Seção de Legislação do Município de Santo Antônio da Patrulha / RS

LEI MUNICIPAL Nº 3.101, DE 29/10/1996
DÁ NOVA REDAÇÃO A LEI Nº 2.748/93 QUE DEFINE AS ATIVIDADES INSALUBRES E PERIGOSAS PARA EFEITOS DE PERCEPÇÃO DO ADICIONAL CORRESPONDENTE.

(Revogada pela Lei Municipal nº 4.696, de 05.07.2005)
FERULIO TEDESCO NETTO, Prefeito Municipal de Santo Antônio de Patrulha no uso das atribuições que lhe são conferidas por lei.

FAÇO SABER, que Câmara Municipal aprovou e eu sanciono a seguinte Lei:

Art. 1º São consideradas atividades insalubres para efeito de percepção o adicional previsto no artigo 87 da Lei Municipal nº 2.278/90 Regime Jurídico único a abaixo mencionadas, classificadas conforme o grau:
   I - INSALUBRIDADE DE GRAU MÁXIMO:
      a) coleta e industrialização de lixo urbanos;
      b) trabalho em galerias e tanques de esgoto;
      c) trabalhos com paciente em solamento por doenças auto contagiosas, bem como manuseio de objetos de seu uso não previamente esterilizados;
      d)  atividades em contato com carnes, glândulas, vísceras, sangue, ossos, couros, pelos e dejeções de animais portadores de doenças infectocontagiosas (carbunculose, brucelose, tuberculose);
   II - INSALUBRIDADE DE GRAU MÉDIO:
      a) pintura com esmalte, tintas e vernizes;
      b) manipulação de óleos minerais, óleo queimado parafina ou solventes (limpeza de peças  motores);
      c) exposição ao ruído contínuo a intermitente superiores aos limites de tolerância, 85 decibéis.
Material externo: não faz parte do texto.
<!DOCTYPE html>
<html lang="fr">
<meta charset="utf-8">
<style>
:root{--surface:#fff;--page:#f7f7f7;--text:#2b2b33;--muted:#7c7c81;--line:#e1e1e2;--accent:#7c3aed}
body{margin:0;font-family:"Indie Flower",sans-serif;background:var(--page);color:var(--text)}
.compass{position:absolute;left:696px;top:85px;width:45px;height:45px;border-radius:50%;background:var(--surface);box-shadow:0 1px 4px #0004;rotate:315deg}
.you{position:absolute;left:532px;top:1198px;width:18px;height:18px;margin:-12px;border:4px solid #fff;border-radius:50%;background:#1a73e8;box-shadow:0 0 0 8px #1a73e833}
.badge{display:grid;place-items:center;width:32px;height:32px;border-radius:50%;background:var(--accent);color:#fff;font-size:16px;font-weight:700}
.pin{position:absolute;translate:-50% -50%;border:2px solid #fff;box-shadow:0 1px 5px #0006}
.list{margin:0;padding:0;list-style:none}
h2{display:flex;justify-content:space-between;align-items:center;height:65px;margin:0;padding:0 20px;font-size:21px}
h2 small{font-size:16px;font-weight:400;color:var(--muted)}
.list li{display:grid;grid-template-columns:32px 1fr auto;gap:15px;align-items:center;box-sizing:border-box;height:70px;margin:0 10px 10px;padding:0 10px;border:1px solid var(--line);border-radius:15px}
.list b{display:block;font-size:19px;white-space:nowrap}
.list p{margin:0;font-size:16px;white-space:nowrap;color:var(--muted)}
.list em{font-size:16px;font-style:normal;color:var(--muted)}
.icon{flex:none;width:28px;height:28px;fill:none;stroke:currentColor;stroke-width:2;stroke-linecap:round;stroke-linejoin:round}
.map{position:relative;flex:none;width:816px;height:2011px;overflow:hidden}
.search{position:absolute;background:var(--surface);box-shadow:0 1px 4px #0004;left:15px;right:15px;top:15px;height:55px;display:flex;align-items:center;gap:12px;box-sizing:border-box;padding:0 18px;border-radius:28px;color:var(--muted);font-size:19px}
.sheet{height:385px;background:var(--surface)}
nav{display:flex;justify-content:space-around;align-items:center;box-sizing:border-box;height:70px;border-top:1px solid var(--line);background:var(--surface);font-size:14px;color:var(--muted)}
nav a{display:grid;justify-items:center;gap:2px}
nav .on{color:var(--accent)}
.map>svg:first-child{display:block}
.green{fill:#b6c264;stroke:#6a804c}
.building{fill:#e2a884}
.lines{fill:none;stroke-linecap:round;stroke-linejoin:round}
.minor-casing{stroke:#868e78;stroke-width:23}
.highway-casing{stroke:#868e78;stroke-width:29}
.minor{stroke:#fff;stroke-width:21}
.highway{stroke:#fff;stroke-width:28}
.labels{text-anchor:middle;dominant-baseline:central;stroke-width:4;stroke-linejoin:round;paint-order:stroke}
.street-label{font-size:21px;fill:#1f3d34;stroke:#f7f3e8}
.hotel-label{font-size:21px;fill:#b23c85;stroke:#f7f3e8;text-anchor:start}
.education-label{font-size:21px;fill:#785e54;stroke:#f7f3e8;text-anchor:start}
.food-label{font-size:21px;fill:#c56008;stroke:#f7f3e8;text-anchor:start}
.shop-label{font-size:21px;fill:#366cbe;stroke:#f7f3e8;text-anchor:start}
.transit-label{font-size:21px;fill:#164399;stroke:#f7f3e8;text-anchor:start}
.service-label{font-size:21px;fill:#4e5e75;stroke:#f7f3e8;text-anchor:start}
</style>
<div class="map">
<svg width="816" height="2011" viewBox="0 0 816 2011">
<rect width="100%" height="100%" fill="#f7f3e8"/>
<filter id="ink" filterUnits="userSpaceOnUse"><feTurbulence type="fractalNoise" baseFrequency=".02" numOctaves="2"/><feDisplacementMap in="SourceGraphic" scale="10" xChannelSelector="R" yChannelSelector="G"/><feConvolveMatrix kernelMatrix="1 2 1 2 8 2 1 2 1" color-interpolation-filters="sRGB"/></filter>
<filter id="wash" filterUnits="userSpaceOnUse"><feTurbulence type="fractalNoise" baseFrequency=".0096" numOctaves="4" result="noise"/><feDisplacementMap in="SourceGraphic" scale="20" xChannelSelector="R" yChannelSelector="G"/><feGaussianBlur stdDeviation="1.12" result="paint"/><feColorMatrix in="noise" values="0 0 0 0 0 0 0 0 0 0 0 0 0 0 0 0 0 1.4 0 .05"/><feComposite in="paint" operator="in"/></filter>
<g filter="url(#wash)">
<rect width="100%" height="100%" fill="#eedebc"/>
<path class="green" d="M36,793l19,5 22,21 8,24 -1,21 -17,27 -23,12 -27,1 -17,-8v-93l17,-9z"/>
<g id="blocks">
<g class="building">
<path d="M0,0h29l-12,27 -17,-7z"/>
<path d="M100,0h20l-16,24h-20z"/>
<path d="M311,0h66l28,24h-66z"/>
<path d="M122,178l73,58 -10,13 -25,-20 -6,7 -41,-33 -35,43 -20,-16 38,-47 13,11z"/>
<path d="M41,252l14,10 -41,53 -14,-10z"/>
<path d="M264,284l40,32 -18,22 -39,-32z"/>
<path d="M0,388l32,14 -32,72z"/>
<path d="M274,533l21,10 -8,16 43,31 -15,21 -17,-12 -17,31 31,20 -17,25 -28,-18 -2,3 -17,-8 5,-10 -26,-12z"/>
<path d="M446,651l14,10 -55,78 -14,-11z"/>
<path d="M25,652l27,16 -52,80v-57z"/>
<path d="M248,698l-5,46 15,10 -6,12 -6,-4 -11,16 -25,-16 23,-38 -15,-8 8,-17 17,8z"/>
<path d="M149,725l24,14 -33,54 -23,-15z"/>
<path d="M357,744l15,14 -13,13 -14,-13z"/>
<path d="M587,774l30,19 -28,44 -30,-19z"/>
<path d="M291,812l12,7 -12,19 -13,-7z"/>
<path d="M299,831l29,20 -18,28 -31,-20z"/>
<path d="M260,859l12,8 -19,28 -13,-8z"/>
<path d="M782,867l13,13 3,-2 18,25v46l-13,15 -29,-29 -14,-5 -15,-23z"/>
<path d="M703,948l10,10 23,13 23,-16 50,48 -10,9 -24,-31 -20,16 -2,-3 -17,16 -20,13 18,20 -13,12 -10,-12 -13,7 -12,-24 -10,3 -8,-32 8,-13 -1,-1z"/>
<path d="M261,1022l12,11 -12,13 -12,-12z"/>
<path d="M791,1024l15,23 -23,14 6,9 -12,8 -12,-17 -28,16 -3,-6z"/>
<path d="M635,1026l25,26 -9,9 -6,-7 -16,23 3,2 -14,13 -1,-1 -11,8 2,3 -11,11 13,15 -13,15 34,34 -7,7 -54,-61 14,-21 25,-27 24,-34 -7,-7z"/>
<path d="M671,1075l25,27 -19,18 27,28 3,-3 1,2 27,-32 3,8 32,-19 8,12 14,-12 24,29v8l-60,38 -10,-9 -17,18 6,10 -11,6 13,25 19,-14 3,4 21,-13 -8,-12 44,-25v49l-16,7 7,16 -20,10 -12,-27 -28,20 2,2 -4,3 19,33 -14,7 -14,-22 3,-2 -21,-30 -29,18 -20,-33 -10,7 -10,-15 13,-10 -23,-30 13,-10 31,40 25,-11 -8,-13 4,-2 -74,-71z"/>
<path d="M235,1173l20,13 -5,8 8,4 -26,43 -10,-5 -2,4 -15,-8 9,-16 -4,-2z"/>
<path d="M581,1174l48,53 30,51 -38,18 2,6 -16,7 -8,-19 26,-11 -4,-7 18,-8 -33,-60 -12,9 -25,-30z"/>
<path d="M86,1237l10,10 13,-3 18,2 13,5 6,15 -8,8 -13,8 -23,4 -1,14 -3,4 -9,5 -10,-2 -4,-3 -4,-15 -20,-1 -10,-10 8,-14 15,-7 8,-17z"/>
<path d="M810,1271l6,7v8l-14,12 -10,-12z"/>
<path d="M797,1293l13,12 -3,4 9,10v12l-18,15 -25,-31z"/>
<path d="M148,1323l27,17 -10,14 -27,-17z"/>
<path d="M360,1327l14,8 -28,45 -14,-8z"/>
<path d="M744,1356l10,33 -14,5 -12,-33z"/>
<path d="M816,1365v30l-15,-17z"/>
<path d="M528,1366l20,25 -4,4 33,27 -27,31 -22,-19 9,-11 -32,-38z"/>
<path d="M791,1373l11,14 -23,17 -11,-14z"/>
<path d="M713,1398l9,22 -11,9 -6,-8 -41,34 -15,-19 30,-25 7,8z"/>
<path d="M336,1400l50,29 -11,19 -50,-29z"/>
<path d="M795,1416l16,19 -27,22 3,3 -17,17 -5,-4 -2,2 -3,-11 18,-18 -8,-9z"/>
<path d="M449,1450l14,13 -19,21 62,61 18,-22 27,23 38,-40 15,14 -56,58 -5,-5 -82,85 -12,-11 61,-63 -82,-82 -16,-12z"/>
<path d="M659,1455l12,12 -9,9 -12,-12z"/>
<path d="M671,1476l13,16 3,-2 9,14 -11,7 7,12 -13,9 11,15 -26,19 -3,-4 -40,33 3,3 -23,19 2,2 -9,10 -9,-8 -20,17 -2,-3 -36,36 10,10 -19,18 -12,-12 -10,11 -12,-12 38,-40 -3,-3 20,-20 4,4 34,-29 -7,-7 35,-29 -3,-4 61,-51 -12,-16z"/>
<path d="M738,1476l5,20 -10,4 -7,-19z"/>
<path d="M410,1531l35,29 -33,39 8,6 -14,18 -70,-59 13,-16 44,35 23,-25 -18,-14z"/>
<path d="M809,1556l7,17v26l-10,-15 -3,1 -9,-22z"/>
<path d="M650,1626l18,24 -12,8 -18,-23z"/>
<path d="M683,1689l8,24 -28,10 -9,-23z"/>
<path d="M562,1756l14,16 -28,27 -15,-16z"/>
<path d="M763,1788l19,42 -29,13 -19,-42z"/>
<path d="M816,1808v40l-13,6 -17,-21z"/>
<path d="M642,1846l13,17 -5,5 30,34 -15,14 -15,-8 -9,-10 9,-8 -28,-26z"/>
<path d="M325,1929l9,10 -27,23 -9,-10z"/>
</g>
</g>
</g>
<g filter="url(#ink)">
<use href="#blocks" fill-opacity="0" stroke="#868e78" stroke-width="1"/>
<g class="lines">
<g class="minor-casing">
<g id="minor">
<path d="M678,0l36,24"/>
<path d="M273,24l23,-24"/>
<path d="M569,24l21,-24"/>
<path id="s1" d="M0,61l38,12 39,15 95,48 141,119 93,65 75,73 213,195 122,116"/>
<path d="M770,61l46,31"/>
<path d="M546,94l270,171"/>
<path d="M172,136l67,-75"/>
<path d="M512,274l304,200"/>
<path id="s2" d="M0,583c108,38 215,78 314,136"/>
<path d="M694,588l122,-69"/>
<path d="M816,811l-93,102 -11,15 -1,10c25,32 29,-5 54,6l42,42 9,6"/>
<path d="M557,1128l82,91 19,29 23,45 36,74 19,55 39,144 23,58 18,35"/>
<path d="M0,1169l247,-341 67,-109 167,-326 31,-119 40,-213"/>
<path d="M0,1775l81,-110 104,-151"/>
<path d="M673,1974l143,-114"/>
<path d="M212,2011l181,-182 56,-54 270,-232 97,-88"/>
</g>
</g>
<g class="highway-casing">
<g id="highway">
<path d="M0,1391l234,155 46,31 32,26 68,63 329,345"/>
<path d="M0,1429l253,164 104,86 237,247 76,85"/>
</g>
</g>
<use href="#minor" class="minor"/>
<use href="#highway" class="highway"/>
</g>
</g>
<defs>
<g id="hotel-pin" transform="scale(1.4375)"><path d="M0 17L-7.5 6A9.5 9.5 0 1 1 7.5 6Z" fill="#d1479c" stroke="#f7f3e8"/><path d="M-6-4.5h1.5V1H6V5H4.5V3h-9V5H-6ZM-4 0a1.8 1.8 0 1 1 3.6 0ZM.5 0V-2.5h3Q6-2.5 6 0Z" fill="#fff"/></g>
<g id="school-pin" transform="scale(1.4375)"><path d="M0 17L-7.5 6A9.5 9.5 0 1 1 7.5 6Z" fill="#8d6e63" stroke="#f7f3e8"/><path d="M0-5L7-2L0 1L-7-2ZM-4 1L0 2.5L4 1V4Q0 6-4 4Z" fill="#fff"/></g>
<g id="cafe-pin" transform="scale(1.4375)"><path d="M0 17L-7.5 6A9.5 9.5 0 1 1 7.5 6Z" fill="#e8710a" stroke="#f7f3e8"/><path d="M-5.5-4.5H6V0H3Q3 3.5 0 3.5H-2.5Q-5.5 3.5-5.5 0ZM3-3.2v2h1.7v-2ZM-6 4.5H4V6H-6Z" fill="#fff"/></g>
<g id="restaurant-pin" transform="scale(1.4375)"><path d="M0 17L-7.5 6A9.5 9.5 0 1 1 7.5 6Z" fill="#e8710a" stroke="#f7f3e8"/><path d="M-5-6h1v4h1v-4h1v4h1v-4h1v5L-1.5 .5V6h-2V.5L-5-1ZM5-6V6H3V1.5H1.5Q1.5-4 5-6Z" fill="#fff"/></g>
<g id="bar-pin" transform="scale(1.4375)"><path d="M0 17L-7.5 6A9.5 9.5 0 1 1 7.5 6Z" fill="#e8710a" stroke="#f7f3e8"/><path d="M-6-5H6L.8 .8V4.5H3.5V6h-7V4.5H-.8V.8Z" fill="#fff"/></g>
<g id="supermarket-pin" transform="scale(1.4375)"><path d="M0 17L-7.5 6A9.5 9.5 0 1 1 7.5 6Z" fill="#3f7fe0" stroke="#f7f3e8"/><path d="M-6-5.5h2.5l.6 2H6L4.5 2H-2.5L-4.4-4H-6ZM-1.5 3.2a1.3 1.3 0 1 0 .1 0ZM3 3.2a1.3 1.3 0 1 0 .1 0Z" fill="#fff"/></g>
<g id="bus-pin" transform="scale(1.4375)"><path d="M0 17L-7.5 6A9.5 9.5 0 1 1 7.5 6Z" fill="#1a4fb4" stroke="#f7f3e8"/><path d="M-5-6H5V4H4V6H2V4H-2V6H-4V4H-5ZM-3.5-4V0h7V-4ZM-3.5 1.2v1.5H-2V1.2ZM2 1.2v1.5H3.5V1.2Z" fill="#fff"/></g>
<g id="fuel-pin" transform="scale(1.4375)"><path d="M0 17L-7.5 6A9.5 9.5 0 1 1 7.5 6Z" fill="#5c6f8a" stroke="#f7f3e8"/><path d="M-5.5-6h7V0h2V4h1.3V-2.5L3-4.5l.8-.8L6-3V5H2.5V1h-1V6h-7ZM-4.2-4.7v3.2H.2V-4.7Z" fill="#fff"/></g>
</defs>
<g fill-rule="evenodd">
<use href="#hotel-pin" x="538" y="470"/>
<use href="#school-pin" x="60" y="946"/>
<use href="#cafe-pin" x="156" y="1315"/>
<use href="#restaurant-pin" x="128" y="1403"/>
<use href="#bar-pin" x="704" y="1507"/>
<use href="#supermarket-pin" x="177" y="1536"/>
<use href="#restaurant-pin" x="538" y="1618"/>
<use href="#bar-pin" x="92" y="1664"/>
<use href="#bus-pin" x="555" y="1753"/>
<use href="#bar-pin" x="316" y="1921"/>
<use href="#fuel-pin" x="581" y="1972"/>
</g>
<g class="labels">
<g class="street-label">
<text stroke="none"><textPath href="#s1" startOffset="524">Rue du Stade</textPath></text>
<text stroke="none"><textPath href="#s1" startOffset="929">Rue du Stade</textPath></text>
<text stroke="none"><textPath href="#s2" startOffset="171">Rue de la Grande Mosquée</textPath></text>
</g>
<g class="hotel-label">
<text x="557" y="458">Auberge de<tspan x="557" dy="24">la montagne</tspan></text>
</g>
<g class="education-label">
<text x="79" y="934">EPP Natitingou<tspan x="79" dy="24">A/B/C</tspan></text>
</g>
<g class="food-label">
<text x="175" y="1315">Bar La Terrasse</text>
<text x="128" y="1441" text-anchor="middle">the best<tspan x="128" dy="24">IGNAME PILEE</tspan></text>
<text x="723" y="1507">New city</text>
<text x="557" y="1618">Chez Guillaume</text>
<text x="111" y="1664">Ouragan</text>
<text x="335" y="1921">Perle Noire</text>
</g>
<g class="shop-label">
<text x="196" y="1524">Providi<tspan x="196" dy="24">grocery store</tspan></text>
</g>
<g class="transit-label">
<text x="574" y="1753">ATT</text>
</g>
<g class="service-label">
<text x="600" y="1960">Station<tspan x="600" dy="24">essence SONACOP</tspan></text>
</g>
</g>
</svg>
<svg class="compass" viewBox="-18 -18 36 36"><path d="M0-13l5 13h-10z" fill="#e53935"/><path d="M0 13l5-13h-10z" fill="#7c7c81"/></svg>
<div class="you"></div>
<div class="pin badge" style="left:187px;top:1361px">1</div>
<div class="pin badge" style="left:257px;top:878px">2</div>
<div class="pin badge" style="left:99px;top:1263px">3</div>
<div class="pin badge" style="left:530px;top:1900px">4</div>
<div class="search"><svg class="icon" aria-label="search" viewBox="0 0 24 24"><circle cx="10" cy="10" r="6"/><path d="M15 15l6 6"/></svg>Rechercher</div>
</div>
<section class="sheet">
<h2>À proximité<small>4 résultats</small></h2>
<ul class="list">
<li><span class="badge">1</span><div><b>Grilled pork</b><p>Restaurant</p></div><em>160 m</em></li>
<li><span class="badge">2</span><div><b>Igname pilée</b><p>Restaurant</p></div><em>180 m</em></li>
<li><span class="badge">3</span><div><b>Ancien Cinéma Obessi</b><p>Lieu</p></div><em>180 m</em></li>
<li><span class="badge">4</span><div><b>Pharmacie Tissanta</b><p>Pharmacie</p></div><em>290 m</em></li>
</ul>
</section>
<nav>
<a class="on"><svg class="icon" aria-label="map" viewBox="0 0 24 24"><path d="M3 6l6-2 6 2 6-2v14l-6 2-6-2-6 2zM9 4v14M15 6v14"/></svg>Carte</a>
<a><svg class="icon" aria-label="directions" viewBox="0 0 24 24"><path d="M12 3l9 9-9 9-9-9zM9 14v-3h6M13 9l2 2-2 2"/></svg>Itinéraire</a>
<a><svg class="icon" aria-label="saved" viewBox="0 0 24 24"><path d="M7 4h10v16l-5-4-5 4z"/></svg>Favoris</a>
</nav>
Operadores de máquinas: tratoreira, carregadeira retroescavadeira (uso obrigatório de EPI protetor auricular);
      d) atividades em câmaras frigoríficos ou expostas a frio extremo;
      e) atividades Executadas em locais alagadas ou encharcados, umidade excessiva;
      f) aplicação de inseticida;
      g) exumação de corpos (cemitérios);
      h) atividades de solda;
       i) trabalhos com raio X (pessoal técnica);
       j) trabalhos e operações em contato permanente com pacientes, animais ou com material infecto-contagiante em:
         1. Hospitais, serviços de emergência, enfermarias, ambulatórios postos de vacinação e outras estabelecimentos destinadas aos cuidados da saúde humana aplica-se unicamente ao pessoal que  tenha contato com os pacientes, bem como aos que manuseiam objetos de uso desses pacientes, não previamente esterilizados);
         2. Hospitais, ambulatórios, postos de vacinação e outros estabelecimentos destinados ao atendimento e tratamento de animais (aplica-se apenas ao pessoal que tenha contato com tais animais);
         3. Laboratórios de análise clínica e histopatológia (aplica-se tão-só ao pessoal técnico);
         4. gabinetes de autópsias, de anatomia e histoanatomopatologia (aplica-se somente ao pessoal técnico);
         5. Resíduos de animais deteriorados.
   III - INSALUBRIDADE DE GRAU MÍNIMO:
      a) trabalho com varrição e limpeza de ruas e outros logradouros públicos;
      b) manuseio com cal e cimento (poeiras);
      c) atividades permanentes de superfícies nas operações a seco com britadores, peneiras classificadores carga e descarga de cilos.   
   Parágrafo único. Entende-se por limite de tolerância a concentração ou intensidade máxima ou mínima relacionada com a natureza e o tempo de exposição ao agente insalubre.
 
Art. 2º
São atividades e operações perigosas para efeito de percepção do adicional previsto no art. 87 da Lei Municipal 2.278/90 (Regime Jurídico único):
      I - armazenamento carregamento e transporte de explosivos;
      II - detonação com explosivos, inclusive a verificação de detonações falhadas;
      III - operação de escorva de cartuchos de explosivos;
      IV - na queima e destruição de explosivos deteriorados;
      VI - na produção transporte processamento e armazenagem de gás liquefeito;
      VII - no transporte e armazenagem de inflamáveis, líquidos e gasosos liquefeitos e de vasilhames vazios no desgaseificados ou decantados;
      VIII - no transporte de inflamáveis líquidos, gasosos liquefeitos em caminhão-tanque;
      IX - no transporte de Vasilhames (em caminhões de carga) líquido inflamável, em quantidade total igual ou superior a 135 quilos;
      X - no transporte de vasilhames (em carreta ou caminhão de carga) contendo inflamável gasoso e líquido, em quantidade total, igual ou superior a 135 quilos;
      XI - na operação em postos de serviços e bombas de abastecimento de líquidos inflamáveis;
     XII - Atividades com radiações ionizantes ou substâncias radioativas;
      XIII - Instalação, substituição e reparos de cruzetas, relé e braço de iluminação pública, desde que afixados nos postes de redes, de linhas de alta e baixa tensão integrantes de sistema elétrico de potência, energizadas ou desenergizadas, mas  com possibilidade de energização.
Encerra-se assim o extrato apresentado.